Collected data
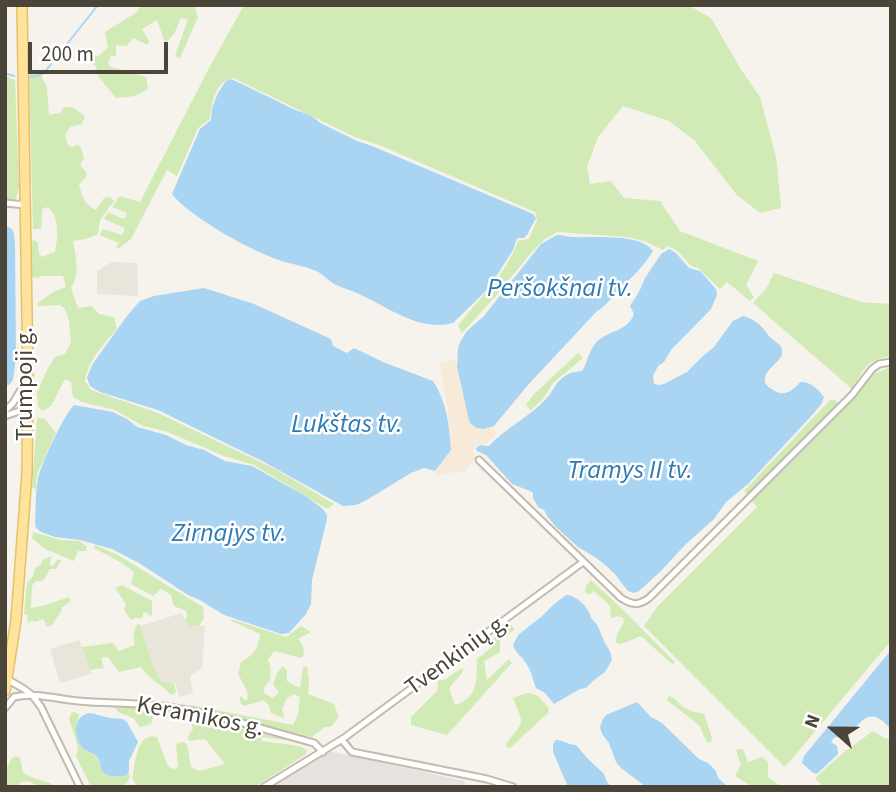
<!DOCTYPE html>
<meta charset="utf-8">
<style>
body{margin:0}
#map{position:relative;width:896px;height:792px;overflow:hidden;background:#f6f3ec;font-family:"Source Sans 3",sans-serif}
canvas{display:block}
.frame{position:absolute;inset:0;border:7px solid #4b4439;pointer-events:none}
.north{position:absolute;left:798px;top:694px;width:70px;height:70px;-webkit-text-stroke:5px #fff;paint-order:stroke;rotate:291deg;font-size:19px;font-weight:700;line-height:28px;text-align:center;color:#4b4439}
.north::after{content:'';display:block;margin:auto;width:24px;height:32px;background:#4b4439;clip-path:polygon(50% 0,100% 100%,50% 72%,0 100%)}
.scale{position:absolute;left:28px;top:42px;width:140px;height:32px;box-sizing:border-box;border:4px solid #4b4439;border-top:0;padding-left:9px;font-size:21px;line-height:24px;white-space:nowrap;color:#4b4439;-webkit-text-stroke:5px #fff;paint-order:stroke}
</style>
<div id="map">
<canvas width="896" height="792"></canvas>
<div class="frame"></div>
<div class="north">N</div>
<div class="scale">200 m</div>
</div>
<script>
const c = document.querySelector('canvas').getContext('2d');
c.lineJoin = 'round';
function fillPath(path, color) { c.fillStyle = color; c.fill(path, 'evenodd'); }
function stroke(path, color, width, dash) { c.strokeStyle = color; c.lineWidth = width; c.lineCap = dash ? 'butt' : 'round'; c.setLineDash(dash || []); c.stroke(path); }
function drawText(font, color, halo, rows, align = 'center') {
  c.font = font + ' "Source Sans 3",sans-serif'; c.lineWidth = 5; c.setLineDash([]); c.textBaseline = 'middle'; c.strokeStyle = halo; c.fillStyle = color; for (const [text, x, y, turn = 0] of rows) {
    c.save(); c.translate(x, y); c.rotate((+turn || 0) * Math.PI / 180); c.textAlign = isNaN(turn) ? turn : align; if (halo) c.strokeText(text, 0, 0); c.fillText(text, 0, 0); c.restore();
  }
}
fillPath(new Path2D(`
 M 112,262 L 137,263 L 138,296 L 97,294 L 97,271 Z
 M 181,613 L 190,626 L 205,626 L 202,668 L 190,676 L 193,693 L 179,697 L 176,684 L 161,681 L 154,668 L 141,626 Z
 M 79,640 L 92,674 L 60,683 L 50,649 Z`), '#eae5da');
fillPath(new Path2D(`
 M 455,359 L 465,404 L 483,429 L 492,427 L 497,434 L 487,443 L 476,445 L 473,452 L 476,456 L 466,471 L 435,475 L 435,471 L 451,450 L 448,411 L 439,363 Z`), '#f7ead8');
fillPath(new Path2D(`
 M 325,750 L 464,781 L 467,787 L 264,787 Z`), '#e6e2dd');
fillPath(new Path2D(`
 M 141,5 L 194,5 L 198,17 L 180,58 L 175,56 L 188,19 L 181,18 L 174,34 L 165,43 L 157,20 L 142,29 L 149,41 L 148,45 L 133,38 L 127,46 L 116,45 L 116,56 L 111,56 L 108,63 L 111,67 L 146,77 L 148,89 L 135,96 L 116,98 L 98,76 L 96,66 L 82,58 L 83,54 L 99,56 L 108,47 L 105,32 L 137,12 Z
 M 244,5 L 688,5 L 711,18 L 742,71 L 760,97 L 776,157 L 781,208 L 760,213 L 736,194 L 695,141 L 669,121 L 623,106 L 598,137 L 587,167 L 590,184 L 611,181 L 624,198 L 660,201 L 680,231 L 758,261 L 746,285 L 754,297 L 750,301 L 727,282 L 720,289 L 698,268 L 691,266 L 678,251 L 668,246 L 663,250 L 644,241 L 627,237 L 557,232 L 545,239 L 531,253 L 496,296 L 462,333 L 458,326 C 479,298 506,275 518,241 L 529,239 L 537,220 L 535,212 L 379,145 L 355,137 L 233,78 C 216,80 211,104 210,119 L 198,128 L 177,176 L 167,170 L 131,239 L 118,249 L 116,248 L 119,243 L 100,235 L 103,229 L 122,235 L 125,228 L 104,219 L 108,212 L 124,219 L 127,213 L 112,207 L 120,196 L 140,202 L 208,70 Z
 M 38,70 L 47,87 L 49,115 L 60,113 L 64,107 L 72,107 L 85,116 L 82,124 L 70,127 L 65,135 L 68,145 L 72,147 L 78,145 L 81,148 L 84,158 L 80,165 L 87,173 L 85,179 L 79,184 C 82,196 84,205 96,210 L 104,198 L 110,197 L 114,201 L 100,220 L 98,234 L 86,239 L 73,241 C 76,257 80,275 71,288 L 78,308 L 91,306 L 99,314 L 114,317 L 117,329 C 104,344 88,360 85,381 L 91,390 L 158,413 L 275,469 L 334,504 L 327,509 L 254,465 L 224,456 L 168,432 L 143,426 L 115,410 L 82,402 L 73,397 L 71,382 L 65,379 L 51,406 L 43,411 L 38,407 L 37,392 L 48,368 L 55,357 L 65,354 L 71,342 L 69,321 L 65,309 L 60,305 L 38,306 L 37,304 L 53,292 L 66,287 L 63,276 L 41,276 L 39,278 L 31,277 L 31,242 L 34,240 L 38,243 L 39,254 L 42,257 L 55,252 C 58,238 60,218 48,207 L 42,209 L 41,229 L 33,229 L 29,75 Z
 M 8,77 L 15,80 L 19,188 L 15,201 L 5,201 L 5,80 Z
 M 774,273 L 861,302 L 891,304 L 891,356 C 865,360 864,369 852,389 L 753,303 L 766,289 Z
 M 578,353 L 581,355 L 582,359 L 553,383 L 543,399 L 531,410 L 526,405 L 533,395 Z
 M 891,367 L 891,641 L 785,767 L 644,626 L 657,607 L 757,507 L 751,500 L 792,461 L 856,396 L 875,373 Z
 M 830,400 L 835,400 L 838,404 L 748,495 L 744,491 Z
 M 37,418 L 45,419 L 56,433 L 37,474 L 36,489 L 32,488 Z
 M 33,532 L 61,540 L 80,541 L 87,547 L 86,551 L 78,551 L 74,561 L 45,549 L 32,538 Z
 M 95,545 L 118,555 L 203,607 L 204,618 L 199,626 L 190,626 L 186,621 L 187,615 L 186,611 L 174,606 L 171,595 L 161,589 L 153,596 L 131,584 L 134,572 L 122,563 L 94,548 Z
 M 51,556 L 50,565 L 53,566 L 58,559 L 61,561 L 56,569 L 50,569 L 43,581 L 36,581 L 32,586 L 31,608 L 46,605 L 69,597 L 71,601 L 61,608 L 62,610 L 52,625 L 47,627 L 43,619 L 34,622 L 32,620 L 28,624 L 27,615 L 24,614 L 27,583 L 33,576 L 35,568 L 40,565 L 43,560 Z
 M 591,580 L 622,609 L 675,662 L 673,665 L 641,636 C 633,638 629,643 619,644 L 616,642 L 617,634 L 624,622 L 623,618 L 618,616 L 611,618 L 610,606 L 594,591 L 589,595 L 585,591 L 586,586 Z
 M 122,585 L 152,601 L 152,615 L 150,616 L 146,612 L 143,613 L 143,618 L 135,618 L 131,620 L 124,610 L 126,604 L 115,588 Z
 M 231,619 L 286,637 L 301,626 L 311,632 L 298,639 L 303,646 L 304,655 L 301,658 C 292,656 283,652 274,651 L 268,660 C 273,671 269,671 271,680 L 268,682 L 264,688 L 264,693 L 272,698 L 279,693 L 273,684 L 277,673 L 283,666 L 287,671 L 287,681 L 300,688 L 303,667 L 307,667 L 309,681 L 308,694 L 334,704 L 339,717 L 331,727 L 325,727 L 312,737 L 187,707 L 190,705 L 293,725 L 298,714 L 300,697 L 294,694 L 287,698 L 282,709 L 285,719 L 271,713 L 269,706 L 264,700 L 244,706 L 241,704 L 239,695 L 245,700 L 248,699 L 247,691 L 238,674 L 241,662 C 253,656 259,647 260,634 L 231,621 Z
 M 140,624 L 154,668 L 161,681 L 174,684 L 176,692 L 174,694 L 170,694 C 161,684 148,678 141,667 L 119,672 L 108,657 L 101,658 L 104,668 L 90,670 L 82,647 L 113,643 L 119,651 L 135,645 C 133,637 133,632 137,625 Z
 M 511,624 L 514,630 L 500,640 L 500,652 L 484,661 L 487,680 L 509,659 L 512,663 L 447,735 L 411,725 L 411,717 L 437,691 L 438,680 L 444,680 L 462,668 L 463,672 L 449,688 L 455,705 C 478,699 477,678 477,659 L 491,648 L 491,640 Z
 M 527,693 C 538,693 543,701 549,709 L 548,713 L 510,748 L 507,747 L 506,744 C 524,720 525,727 513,698 Z
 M 669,696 C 677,698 676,702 682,706 C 688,711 696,712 704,714 L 712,738 L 711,742 L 708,743 C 703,737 703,733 700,727 C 696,721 675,707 667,700 Z
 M 114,706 L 147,707 L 184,714 L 287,739 L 286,740 L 262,737 L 261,741 L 299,746 L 307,750 L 306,754 L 255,787 L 137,787 L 132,778 C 136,764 135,732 157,737 L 168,766 L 171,768 L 176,769 L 178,765 L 176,746 L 178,743 L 183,742 L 187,744 L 191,767 L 199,771 L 225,764 L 205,739 L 190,741 L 188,739 L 188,736 L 193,729 L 191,722 L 154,715 L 151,724 L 140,727 L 133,718 L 118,712 Z
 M 72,712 L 79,714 C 78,719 76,724 77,731 C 77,736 79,743 83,747 C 90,756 98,752 101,768 L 127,775 L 129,773 L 130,778 L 123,787 L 91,787 L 76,756 L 78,746 L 69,719 Z
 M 873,731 L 884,738 L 891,739 L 891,787 L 823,787 L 815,778 L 843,753 Z
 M 743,749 L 748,762 L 762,757 L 768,762 L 768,777 L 782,787 L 753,787 L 735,776 L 741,765 L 736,750 Z
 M 16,756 L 20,758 L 23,773 C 34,780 47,780 57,787 L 39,787 L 29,781 L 21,782 L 17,787 L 6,787 L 7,767 L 12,758 Z`), '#d2eab5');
fillPath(new Path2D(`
 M 231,79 C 251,88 271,98 291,108 C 302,113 312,114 320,123 L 357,141 L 372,146 L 533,214 L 536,218 L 527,235 L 524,238 L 517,238 L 513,250 L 488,289 L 453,323 C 419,332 388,307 359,294 C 351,290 342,288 334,284 C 328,280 323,274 316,271 C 303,265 289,264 276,259 C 248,249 190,217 172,194 L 200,129 L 211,120 L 212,108 L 218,93 L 226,81 Z
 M 5,226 C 15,228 14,233 15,243 L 16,357 L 13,380 L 9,385 L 5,385 Z
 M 557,235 C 562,235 568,237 573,237 C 594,238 640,233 653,251 C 644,266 632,277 620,289 C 612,297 606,306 596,312 L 528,385 L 494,426 L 483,429 L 477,428 L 471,424 L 469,420 L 457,367 L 458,348 L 461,340 L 467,331 L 484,316 L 541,244 Z
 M 669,249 L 676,253 L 689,268 L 700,271 L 716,289 L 717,295 L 711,309 L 671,350 L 664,362 L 658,366 L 653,376 L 654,384 L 659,385 L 664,384 L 687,372 L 703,356 L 714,347 L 733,321 L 743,316 C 755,319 762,326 769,336 C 772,340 779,343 781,347 C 788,361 763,367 765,381 C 765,384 769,388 772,389 C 783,398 793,391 800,382 C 810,381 818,389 824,397 L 822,403 L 814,413 L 748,484 L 726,502 L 714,519 L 685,545 L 661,571 L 639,591 L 634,593 L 628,591 L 614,573 L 604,564 L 595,557 L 578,547 L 556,527 L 547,516 L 544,510 L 538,507 L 533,498 L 533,493 L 530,491 L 512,484 L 486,455 L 477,451 L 476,448 L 480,445 L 489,446 C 506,428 529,417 546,399 C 555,390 553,383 568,374 C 573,371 578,373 583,370 C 587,362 589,352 595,344 C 606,330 627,333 634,314 L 630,306 L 640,290 L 645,278 L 661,254 Z
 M 204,288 L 254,304 L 331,339 L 333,346 L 347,353 L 354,348 L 383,362 L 433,381 C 447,402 449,425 451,450 L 435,471 L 424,468 L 411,473 L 365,501 L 356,505 L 343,506 L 264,462 L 158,410 L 100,392 L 90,386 L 87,378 L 92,365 L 127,316 L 140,301 L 154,296 Z
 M 74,405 L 113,412 L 127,419 L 137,427 L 166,435 L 186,445 L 204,450 L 225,461 L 252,466 L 307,497 L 323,509 L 327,515 L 327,519 L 312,580 L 311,604 L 306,614 L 289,633 L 281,634 L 224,615 L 200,600 L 188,595 L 139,563 L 112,549 L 80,540 L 55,537 L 41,532 L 36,528 L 35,523 C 36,509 35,493 38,479 C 40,466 65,413 74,405 Z
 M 566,595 C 577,595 589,608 591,618 C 600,627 598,628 603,638 C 606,648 610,646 612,660 L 605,672 L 593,681 L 586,688 L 580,689 L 554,704 L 545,693 L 536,688 C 533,681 532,672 527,665 C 523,657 516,654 513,645 L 518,635 L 541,617 L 553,605 Z
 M 891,650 L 891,729 C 887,726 883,720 878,718 C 862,711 857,732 845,736 C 837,739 836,734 831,742 L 837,746 L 838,754 L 819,772 L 816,774 L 812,772 L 802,763 L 804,756 Z
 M 637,702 L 651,717 L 662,723 L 699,759 L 708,763 L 716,771 L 718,778 L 728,787 L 646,787 L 621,768 L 616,762 L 609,743 L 602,734 L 600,727 L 603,719 L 606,715 Z
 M 90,713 L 110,718 L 123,719 L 127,722 L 138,742 L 129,761 L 129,771 L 127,775 C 119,777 106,778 101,769 C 100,765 100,761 98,758 C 94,753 88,752 84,749 C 73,739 72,715 90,713 Z
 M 556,740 C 563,740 569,745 576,745 L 587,758 L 604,774 L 607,782 L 612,787 L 568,787 L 553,752 L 553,744 Z`), '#a9d4f2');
stroke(new Path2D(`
 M 5,73 L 14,76
 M 30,77 L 40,75 L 44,73 L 98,5`), '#a9d4f2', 2);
const minor = new Path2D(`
 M 5,203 L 25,205
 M 5,411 L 13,403 L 26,381
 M 5,416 L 28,408
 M 479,460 L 621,598 C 632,605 638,606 649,598 L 852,395 L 872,369 L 879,364 L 891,362
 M 5,678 L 24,689 L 32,695 L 41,707 L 80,787
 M 5,708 L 14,697 C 35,692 56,699 78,701 C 108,704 138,702 168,707 C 217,714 266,730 314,743 L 323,752
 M 342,740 L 352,752 L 487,779 L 513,787
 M 264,787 L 344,738 L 583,562`);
const primary = new Path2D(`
 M 5,691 L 16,620 L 27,473 L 28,379 L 22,5`);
stroke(minor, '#c2bbae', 9);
stroke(primary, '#e6c16a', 12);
stroke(minor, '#fff', 5);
stroke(primary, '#ffe39c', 9);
drawText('24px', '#4b4439', '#fff', [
 ["Trumpoji g.",27,384,-90],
 ["Tvenkinių g.",458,656,-36],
 ["Keramikos g.",200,718,11]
]);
drawText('italic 26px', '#2e7ab2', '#fff', [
 ["Peršokšnai tv.",560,290],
 ["Lukštas tv.",347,426],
 ["Tramys II tv.",630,472],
 ["Zirnajys tv.",229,535]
]);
</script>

- _Exercise_
Search the records for the word "halo" and return every line that holds it.

- _Answer to this problem_
function drawText(font, color, halo, rows, align = 'center') {
  c.font = font + ' "Source Sans 3",sans-serif'; c.lineWidth = 5; c.setLineDash([]); c.textBaseline = 'middle'; c.strokeStyle = halo; c.fillStyle = color; for (const [text, x, y, turn = 0] of rows) {
    c.save(); c.translate(x, y); c.rotate((+turn || 0) * Math.PI / 180); c.textAlign = isNaN(turn) ? turn : align; if (halo) c.strokeText(text, 0, 0); c.fillText(text, 0, 0); c.restore();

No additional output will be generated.